Remember: 'For__ visiting the__we believe changing__into__will__. We believe this to be true because__.'

These sentence starters are the structure to use for each hypothesis statement you create. Then add the four statements underneath for each website element. Keep these consistent, founded in evidence and visible to everyone on your team to refer back to.

Computer screen showing analysis dashboard

Step 3: Web process and data collection

Once you have identified the most critical action items for your launchpad website – and applied the above hypothetical thinking on them – you can run them through your website implementation process.
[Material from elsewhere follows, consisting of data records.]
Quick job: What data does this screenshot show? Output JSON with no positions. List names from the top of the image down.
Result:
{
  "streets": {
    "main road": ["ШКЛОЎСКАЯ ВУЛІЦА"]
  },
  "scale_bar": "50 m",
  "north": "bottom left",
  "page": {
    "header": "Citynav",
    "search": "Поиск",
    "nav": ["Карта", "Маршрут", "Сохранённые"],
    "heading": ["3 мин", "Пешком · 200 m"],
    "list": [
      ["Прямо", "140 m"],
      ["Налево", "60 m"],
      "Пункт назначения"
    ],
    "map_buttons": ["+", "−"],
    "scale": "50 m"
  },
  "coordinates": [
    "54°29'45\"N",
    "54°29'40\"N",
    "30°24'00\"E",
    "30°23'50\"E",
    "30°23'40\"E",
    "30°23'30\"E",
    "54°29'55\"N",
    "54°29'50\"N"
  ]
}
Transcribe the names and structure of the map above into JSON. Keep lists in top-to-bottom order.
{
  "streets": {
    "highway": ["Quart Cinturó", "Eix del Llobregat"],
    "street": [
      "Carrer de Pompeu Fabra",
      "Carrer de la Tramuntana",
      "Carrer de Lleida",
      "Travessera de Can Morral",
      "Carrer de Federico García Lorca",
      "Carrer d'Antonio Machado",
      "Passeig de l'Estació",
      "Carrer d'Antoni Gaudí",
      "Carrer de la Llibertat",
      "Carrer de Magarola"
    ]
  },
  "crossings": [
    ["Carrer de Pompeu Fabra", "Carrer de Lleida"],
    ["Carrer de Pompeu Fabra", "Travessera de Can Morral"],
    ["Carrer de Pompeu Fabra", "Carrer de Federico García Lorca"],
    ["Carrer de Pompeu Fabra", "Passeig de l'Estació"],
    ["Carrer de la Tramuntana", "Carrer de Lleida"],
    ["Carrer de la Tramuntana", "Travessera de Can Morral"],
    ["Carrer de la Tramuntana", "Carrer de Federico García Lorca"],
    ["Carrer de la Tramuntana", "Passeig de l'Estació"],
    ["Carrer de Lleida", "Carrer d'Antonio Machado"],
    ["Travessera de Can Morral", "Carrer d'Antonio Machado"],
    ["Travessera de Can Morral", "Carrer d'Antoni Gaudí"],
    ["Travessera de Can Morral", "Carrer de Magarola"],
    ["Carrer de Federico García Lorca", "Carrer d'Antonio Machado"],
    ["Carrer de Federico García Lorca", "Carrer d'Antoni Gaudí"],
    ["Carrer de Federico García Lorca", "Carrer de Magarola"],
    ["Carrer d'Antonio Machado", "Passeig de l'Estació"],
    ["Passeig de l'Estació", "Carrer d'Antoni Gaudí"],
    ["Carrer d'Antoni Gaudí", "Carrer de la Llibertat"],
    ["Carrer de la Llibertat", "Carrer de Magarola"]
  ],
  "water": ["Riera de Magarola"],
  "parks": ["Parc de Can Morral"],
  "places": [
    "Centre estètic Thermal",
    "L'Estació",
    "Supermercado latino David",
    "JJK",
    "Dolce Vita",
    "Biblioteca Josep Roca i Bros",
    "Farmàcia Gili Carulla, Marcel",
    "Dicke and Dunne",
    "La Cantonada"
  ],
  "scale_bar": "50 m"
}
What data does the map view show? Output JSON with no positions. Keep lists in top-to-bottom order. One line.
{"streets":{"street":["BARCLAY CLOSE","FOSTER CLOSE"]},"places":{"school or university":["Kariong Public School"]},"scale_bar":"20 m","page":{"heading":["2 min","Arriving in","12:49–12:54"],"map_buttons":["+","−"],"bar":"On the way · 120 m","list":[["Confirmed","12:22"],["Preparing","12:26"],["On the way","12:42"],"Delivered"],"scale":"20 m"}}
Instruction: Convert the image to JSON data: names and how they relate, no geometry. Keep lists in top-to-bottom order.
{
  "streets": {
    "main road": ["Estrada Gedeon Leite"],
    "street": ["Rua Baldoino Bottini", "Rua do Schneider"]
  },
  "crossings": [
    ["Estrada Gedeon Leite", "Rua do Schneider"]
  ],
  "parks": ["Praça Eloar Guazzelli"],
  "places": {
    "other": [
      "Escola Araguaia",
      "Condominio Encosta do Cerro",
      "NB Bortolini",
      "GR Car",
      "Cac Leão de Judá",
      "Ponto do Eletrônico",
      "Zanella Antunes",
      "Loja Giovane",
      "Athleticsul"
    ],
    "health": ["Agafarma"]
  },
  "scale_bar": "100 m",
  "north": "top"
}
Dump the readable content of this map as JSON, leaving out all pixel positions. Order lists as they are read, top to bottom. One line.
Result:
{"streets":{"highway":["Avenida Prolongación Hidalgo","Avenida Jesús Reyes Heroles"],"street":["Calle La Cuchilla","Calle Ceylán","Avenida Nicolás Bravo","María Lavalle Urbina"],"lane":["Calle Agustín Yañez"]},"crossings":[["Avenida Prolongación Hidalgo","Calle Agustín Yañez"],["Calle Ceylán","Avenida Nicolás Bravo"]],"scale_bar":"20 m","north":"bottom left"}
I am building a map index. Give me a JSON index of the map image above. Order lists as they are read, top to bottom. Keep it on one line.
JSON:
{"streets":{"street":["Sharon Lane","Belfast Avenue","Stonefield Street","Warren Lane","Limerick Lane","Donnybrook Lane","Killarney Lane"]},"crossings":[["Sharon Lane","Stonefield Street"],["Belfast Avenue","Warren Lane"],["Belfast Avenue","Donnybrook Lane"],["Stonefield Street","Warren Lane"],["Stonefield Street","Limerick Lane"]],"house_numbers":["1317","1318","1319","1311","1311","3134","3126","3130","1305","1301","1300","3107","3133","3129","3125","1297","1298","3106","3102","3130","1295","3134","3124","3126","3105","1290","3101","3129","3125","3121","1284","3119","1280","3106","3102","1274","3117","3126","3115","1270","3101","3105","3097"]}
This should include:

  • Messaging and content
  • User experience
  • Site architecture
  • Inbound marketing strategy alignment
  • Wireframes
  • Design
  • Development
  • Quality assurance and testing
  • Setting up data collection tools and accounts

Top tip: When you set up your data collection tools, make sure you define these around the goals you laid out in the strategy phase, your fundamental assumptions, and the hypothesis statements of your action items that are going live on the launch pad site.

You are now ready to set up your launchpad website! You’ll want to establish a secure and repeatable data-collection process, including a combination of qualitative (talking to your users) and quantitative (data-led behaviours from your website) methods.

Ensuring you set up data collection methods to evaluate your new website by will inform where you take it next: the remaining points on your wishlist can be re-prioritised and tweaked according to the initial data you track on your launchpad.

Remember: At the heart of these changes is your user. By making their journey more enjoyable, creating a ‘sticky’ site that they keep coming back to, and ultimately meeting their needs, your GDD website will be keeping everyone happy – customers and your business, as both reach their goals.